Public health officials are urging people to be patient with efforts to vaccinate citizens against the coronavirus.
By Shane Scoggins
Publisher
and Beau Evans
Capitol Beat News Service
Public health officials are urging people to be patient with efforts to vaccinate citizens against the coronavirus.
“We ask for everyone to be patient,” Dave Palmer, a spokesperson for District 2 Public Health said. “Everyone who wants to get vaccinated will be.”
The Franklin County Health Department in Carnesville was until recently the sole location in Franklin County for the vaccine.
Medlink Royston recently announced that it is now accepting appointments for the vaccine as well.
Currently, emergency responders and those 65 and older are eligible to receive a vaccine.
As of Monday, the health department had given 528 vaccines, Palmer said.
District 2 officials are counting on other providers, like Medlink, to join the effort in administering vaccinations.
“As more vaccine becomes available, our health departments will be able to provide more vaccinations. We have hired additional staff and in some counties, we have volunteers who want to help,” Palmer said. “As more providers who enrolled to receive the vaccine get their allotment, it will increase the number of places where vaccine will be available.”
District 2 Public Health offers two different ways to make appointments for the vaccine.
People can sign up online at www.phdistrict2.org or by calling 1-888-426-5073.
“Both have experienced a huge volume of traffic and it may take several attempts to get an appointment,” Palmer said. “We have added staff in the call center.”
Palmer said that the district asks people to make appointments where they live or work.
All of the health departments in the district are busy, he said.
“This vaccine requires a little more time to administer than other vaccines due to the handling process,” he said. “Individuals getting vaccinated also have to be observed for 15 minutes after receiving the vaccine for any reaction they may experience.”
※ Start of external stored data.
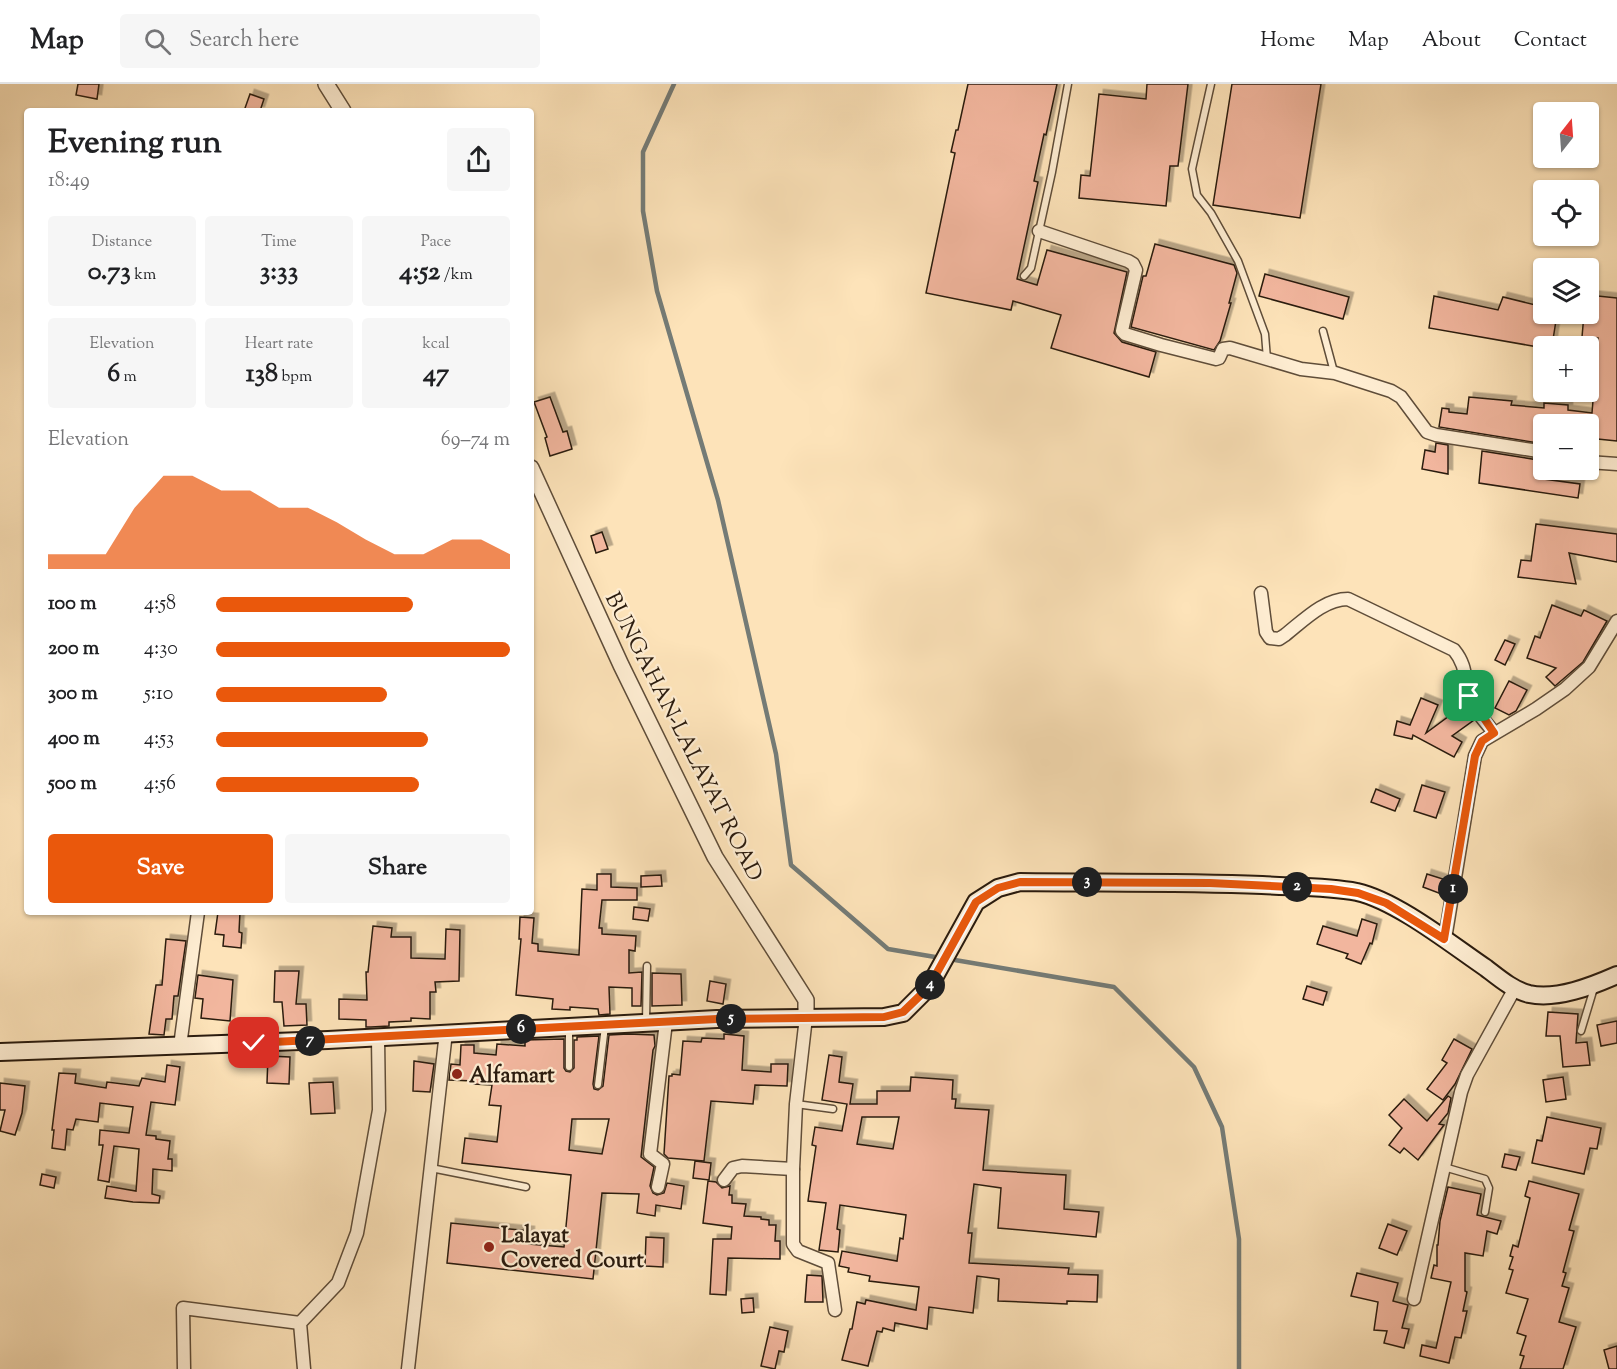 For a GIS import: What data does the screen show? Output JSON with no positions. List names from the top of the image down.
{
  "streets": {
    "street": ["BUNGAHAN-LALAYAT ROAD"]
  },
  "places": ["Alfamart", "Lalayat Covered Court"],
  "north": "top",
  "page": {
    "header": "Map",
    "search": "Search here",
    "nav": [
      "Home",
      "Map",
      "About",
      "Contact"
    ],
    "map_buttons": ["+", "−"],
    "heading": ["Evening run", "18:49"],
    "stats": [
      ["Distance", "0.73 km"],
      ["Time", "3:33"],
      ["Pace", "4:52 /km"],
      ["Elevation", "6 m"],
      ["Heart rate", "138 bpm"],
      ["kcal", "47"]
    ],
    "chart": ["Elevation", "69–74 m"],
    "list": [
      {
        "name": "100 m",
        "note": "4:58"
      },
      {
        "name": "200 m",
        "note": "4:30"
      },
      {
        "name": "300 m",
        "note": "5:10"
      },
      {
        "name": "400 m",
        "note": "4:53"
      },
      {
        "name": "500 m",
        "note": "4:56"
      }
    ],
    "buttons": ["Save", "Share"],
    "pins": [
      "3",
      "2",
      "1",
      "4",
      "5",
      "6",
      "7"
    ]
  }
}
Franklin County resident Mary Fowler said that despite the health department staff being busy, they were efficient and attentive to her when she got her vaccine.
“They were extremely busy but not so much that couldn't take care of all the people wanting to get shots for the virus,” she said. “I feel these employees were going over and beyond to help everyone.”
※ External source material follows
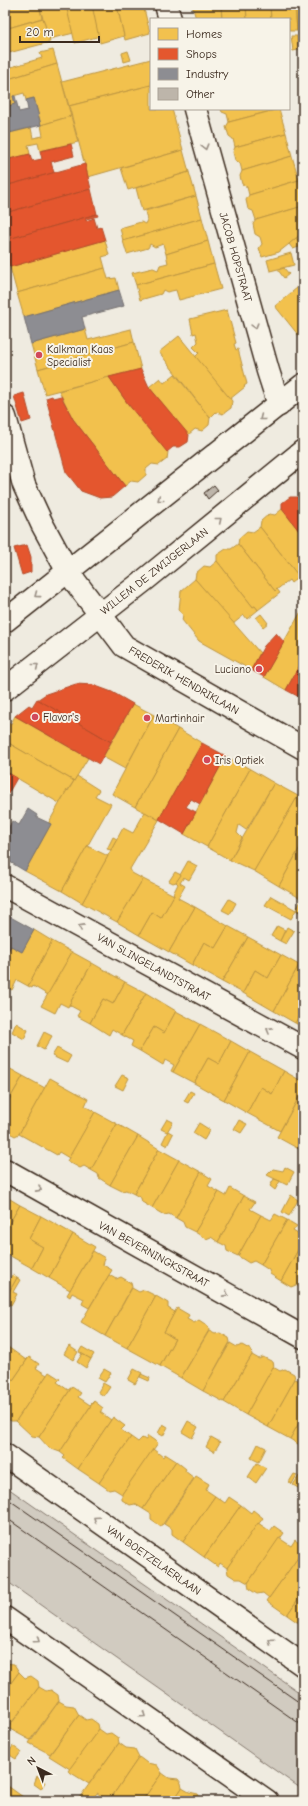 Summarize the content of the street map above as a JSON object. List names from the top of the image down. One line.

Appointments for second doses are being made at the same time first doses are given.
Georgia officials are hoping to get more doses of the vaccine now that Joe Biden has been sworn in.
COVID-19 vaccine shipments to Georgia are currently hovering around 80,000 per week, far short of the millions of doses needed for the state to achieve herd immunity, said Georgia Public Health Commissioner Dr. Kathleen Toomey.
Toomey told state lawmakers at a budget hearing Tuesday the incoming Biden administration has made “a promise of additional vaccine” that could boost supplies, but those numbers will not be known until after Wednesday’s inauguration.
“We literally don’t know week-to-week what our allocation will be,” Toomey said. “There’s some disconnect between what we were told was coming and what actually is available.”
Biden has pledged to distribute 100 million vaccine doses by May. Health experts expect vaccines to be widely available to the public sometime over the summer. Georgia officials including Gov. Brian Kemp are aiming to vaccinate all nursing-home residents and staff by the end of this month.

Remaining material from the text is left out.